Source material ▸

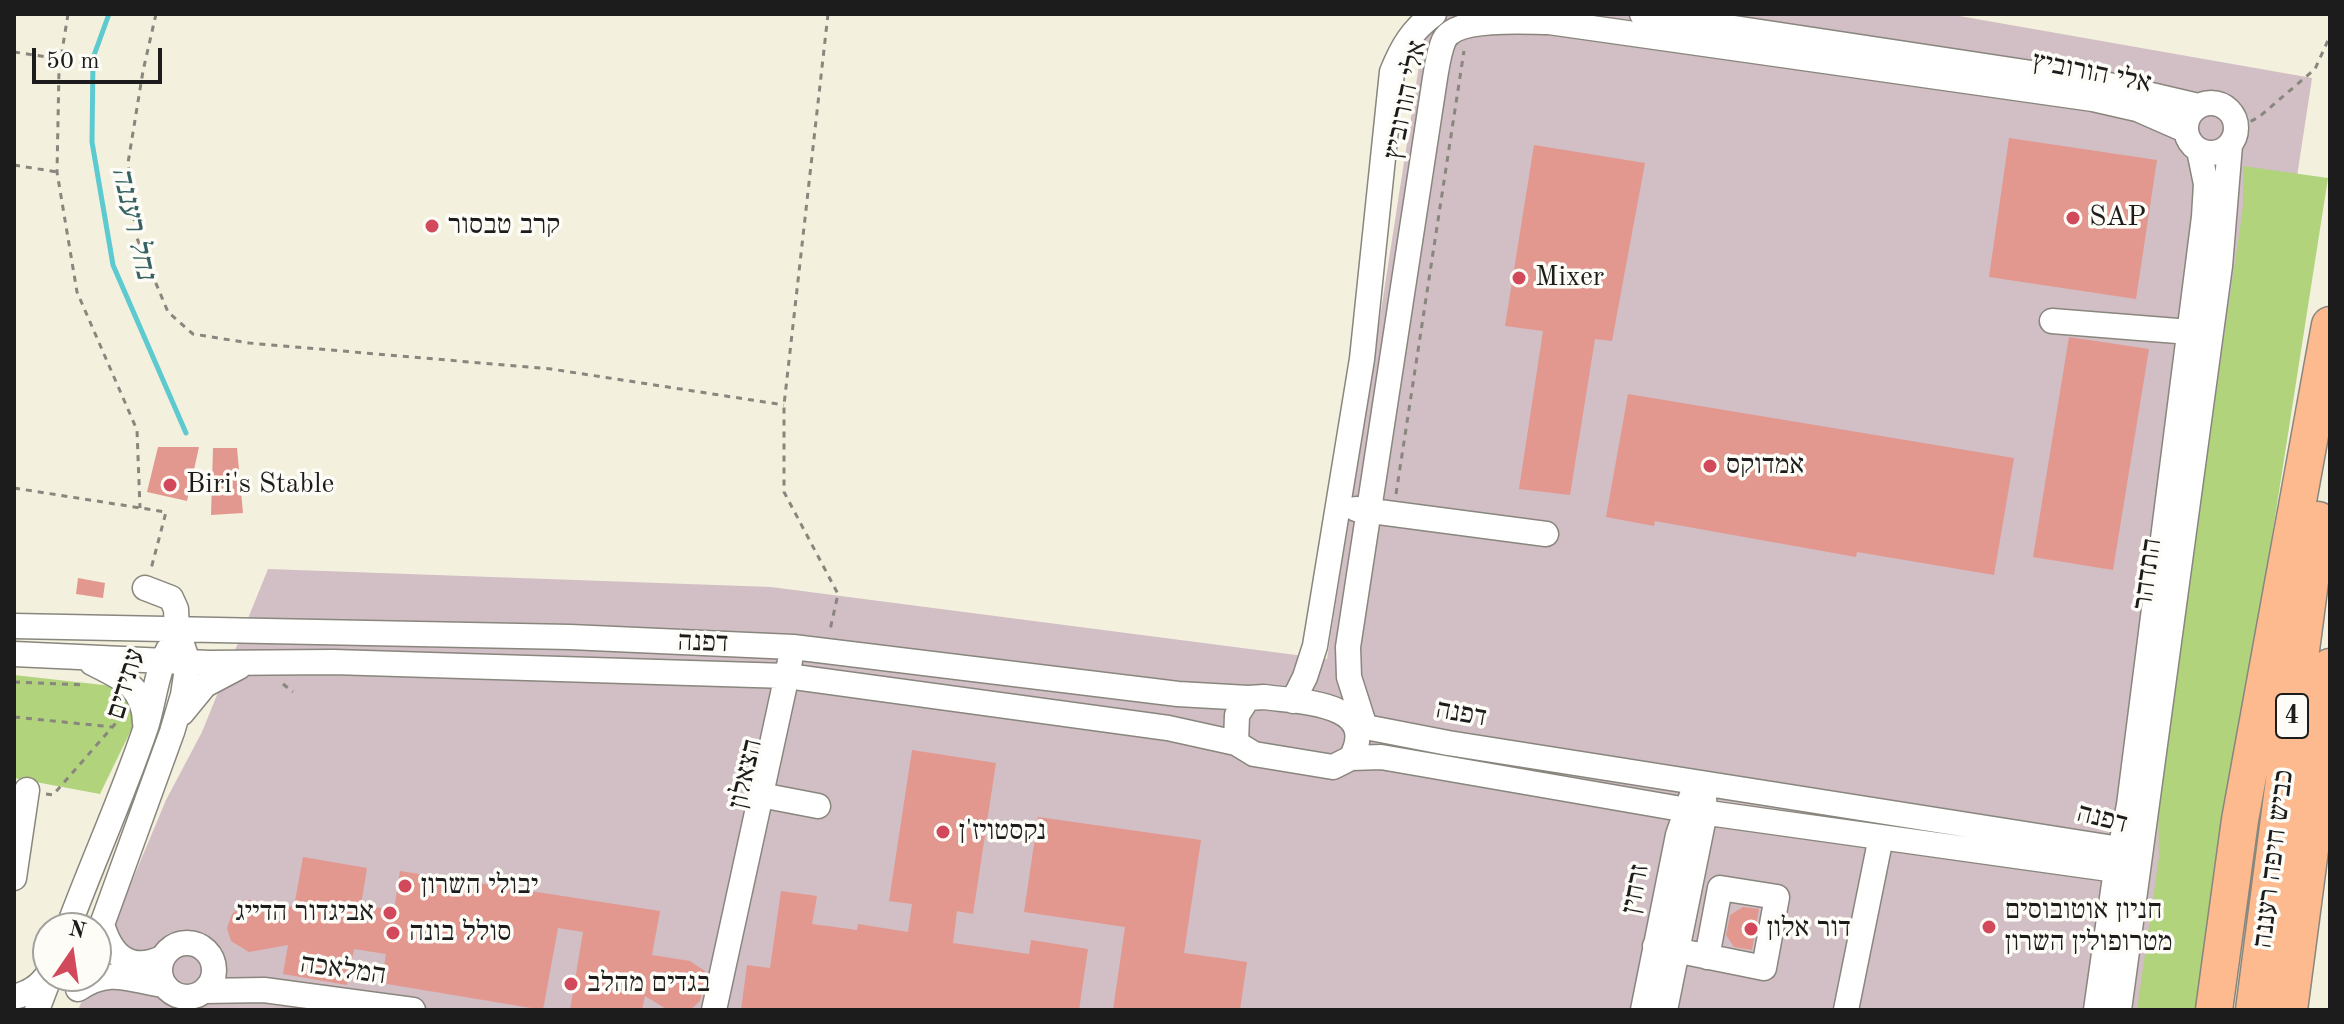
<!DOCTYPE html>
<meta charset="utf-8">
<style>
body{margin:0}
#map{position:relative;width:2344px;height:1024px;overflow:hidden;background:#f4f0de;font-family:"Old Standard TT",serif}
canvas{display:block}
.frame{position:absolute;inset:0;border:16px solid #1c1c1c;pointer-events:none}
.north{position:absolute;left:32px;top:912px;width:80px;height:80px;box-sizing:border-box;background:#fdfcf7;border:2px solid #a3a29f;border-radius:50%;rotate:13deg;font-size:22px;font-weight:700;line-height:32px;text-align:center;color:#1c1c1c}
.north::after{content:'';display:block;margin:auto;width:28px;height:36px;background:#d1495b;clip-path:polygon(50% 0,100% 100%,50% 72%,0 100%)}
.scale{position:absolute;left:32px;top:48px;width:130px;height:36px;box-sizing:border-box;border:4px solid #1c1c1c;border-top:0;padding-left:10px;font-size:24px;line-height:28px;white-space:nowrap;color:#1c1c1c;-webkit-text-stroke:6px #fdfcf7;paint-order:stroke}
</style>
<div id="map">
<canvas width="2344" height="1024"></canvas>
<div class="frame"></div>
<div class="north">N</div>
<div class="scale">50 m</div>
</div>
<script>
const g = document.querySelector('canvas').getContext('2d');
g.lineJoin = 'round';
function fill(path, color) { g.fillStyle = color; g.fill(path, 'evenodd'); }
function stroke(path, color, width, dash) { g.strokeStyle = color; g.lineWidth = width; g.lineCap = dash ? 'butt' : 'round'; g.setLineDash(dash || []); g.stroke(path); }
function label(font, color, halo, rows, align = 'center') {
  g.font = font + ' "Old Standard TT","Frank Ruhl Libre",serif'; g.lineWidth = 7; g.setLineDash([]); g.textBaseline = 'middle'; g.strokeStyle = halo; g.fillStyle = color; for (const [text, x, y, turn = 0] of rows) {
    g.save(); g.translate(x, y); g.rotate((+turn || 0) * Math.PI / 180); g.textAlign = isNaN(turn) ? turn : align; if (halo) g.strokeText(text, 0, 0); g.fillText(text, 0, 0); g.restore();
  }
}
const industrial = new Path2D(`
 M1427,14H1948L2312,78L2170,1010H78L166,800L202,732L268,569L771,587L1327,659Z`);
const green = new Path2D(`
 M2243,166L2328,178L2198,1010H2137L2159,857L2158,793L2243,207Z
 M14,675L112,686L133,700L134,724L100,794L14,778Z`);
const stream = new Path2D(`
 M109,14L93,58L92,142L113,265L186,433`);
const building = new Path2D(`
 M2009,138L2157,160L2136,299L1989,277Z
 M1534,145L1645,163L1612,341L1595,339L1570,495L1519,489L1543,331L1505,326Z
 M2069,337L2149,349L2113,570L2033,557Z
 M1628,394L2014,458L1994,575L1857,552L1856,557L1655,521L1654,526L1606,517Z
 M158,447H199L187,501L147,492Z
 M213,448H237L243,513L211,515Z
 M78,578L105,583L103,598L76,594Z
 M912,750L996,763L973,914L957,911L953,943L1029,954L1031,940L1088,949L1079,1010H741L747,965L770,968L781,891L817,896L812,924L857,930L858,924L908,932L912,904L889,901Z
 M1038,817L1201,840L1184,953L1247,962L1240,1010H1113L1125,927L1024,912Z
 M303,857L367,868L361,905L394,910L400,871L660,911L652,955L690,961L705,971L706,975L700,1001L690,1010H668L645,996L642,1010H570L583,932L558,928L543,1010L381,983L386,954L354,949L347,985L283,974L288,945L249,952L231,941L227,928L232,914L248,900L294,907Z
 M1743,907L1759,909L1752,950L1734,947L1726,935L1730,915Z`);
const path = new Path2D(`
 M68,14L59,70L57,172L77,292L137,430L140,508
 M156,14L143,71L128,163L136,236L168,312L193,334L249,343L551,369L784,405
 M828,14L784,405V492L838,594L830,630
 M14,52L61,59
 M2240,127L2259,117L2315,69L2330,36
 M14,165L57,172
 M14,488L166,512L151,569
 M1396,494L1464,51
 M14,682L86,685
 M283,684L293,692
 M14,717L113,727
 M46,794L53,795L122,716`);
const minor = new Path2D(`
 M1642,14L2104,84L2198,106
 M2186 128a25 25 0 1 1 50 0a25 25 0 1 1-50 0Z
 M2052,321L2190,332
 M1356,509L1546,534
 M14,626L570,637L793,647L1178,694L1248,698
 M14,654L209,663L333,662L787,676L1168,728L1236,743
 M92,663C122,678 144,686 145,723
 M1264,697C1299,702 1381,702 1351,758L1333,767L1254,754L1236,743L1237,715L1248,698Z
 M1293,701L1305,677L1315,646L1362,359L1392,72C1402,47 1412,30 1434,14
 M182,713L205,685L239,667
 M1355,725L1448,743L2120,849L2131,856
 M1365,727L1349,677L1348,647L1435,78C1437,66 1439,51 1444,40C1456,16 1525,22 1549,22L2093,99L2137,109L2185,130
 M1351,758L1381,757L1687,810L2116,870L2130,865
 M771,797L818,806
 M14,878L27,790
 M102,924C111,955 129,973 162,958
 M68,928C93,861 123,795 146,727C154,702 156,673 168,650
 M96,941L172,732L183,695L188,662L177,630L176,609L171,598L145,588
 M160 970a27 27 0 1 1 54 0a27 27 0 1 1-54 0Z
 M1655,946L1764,968L1777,897L1720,888L1707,957
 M78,989C110,967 129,980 164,985
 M204,991L264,990L413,1010
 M14,997C29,993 39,987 48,974
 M37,1010L50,976
 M714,1010L790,661
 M1643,1010L1678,835L1692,795
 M1665,1010L1705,812L1704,797
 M1846,1010L1881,837
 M2096,1010L2116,870L2129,805L2204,217L2206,184L2199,150
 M2119,1010L2220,266L2230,145`);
const highway = new Path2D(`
 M2214,1010L2240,820L2330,325
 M2254,1010L2318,520
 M2289,1010L2314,819L2330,667`);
const markers = [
 [2073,218,8,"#d1495b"],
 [432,226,8,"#d1495b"],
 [1519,278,8,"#d1495b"],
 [1710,466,8,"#d1495b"],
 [170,485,8,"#d1495b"],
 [943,832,8,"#d1495b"],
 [405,886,8,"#d1495b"],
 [390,913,8,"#d1495b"],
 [1989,927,8,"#d1495b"],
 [1751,929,8,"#d1495b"],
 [393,933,8,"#d1495b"],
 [571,984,8,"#d1495b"]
];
const shields = [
 [2292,716,32]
];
const shieldNames = [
 ["4",2292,716]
];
const streetNames = [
 ["אלי הורוביץ",2092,73,11],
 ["אלי הורוביץ",1406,100,-78],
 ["התדהר",2148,574,-82],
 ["דפנה",703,643,2],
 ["עתידים",126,684,-73],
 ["דפנה",1461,714,10],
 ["הצאלון",746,774,-77],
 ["דפנה",2102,819,14],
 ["כביש חיפה רעננה",2274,859,-83],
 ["זרחין",1636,889,-79],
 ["המלאכה",343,970,8]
];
const poiNames = [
 ["SAP",2089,218],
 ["קרב טבסור",448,226],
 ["Mixer",1535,278],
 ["אמדוקס",1726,466],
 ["Biri's Stable",186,485],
 ["נקסטויז'ן",959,832],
 ["יבולי השרון",421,886],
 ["חניון אוטובוסים",2005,911],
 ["מטרופולין השרון",2005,943],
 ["אביגדור הדייג",374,913,"right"],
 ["דור אלון",1767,929],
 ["סולל בונה",409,933],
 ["בגדים מהלב",587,984]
];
const waterNames = [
 ["נחל רעננה",133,223,77]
];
fill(industrial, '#d2bec5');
fill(green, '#b0d37c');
stroke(stream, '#5dcad0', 5);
fill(building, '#e2988f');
stroke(minor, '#88867d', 27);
stroke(highway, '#88867d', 39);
stroke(path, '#88867d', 3, [6, 6]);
stroke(minor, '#fff', 24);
stroke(highway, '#fcba8e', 36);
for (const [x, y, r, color] of markers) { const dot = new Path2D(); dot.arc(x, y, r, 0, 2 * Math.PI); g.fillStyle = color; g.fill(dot); stroke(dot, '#fdfcf7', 3); }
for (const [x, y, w] of shields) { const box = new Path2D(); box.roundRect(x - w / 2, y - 22, w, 44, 6); g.fillStyle = '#fdfcf7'; g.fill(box); stroke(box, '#1c1c1c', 2); }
label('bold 26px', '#1c1c1c', null, shieldNames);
label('28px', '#1c1c1c', '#fdfcf7', streetNames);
label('28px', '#1c1c1c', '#fdfcf7', poiNames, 'left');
label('italic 30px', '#366264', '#fdfcf7', waterNames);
</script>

Action item ▸
Among the lines of the data, some contain the word "turn". How many are there? Reply with the number alone.

Your response ▸
2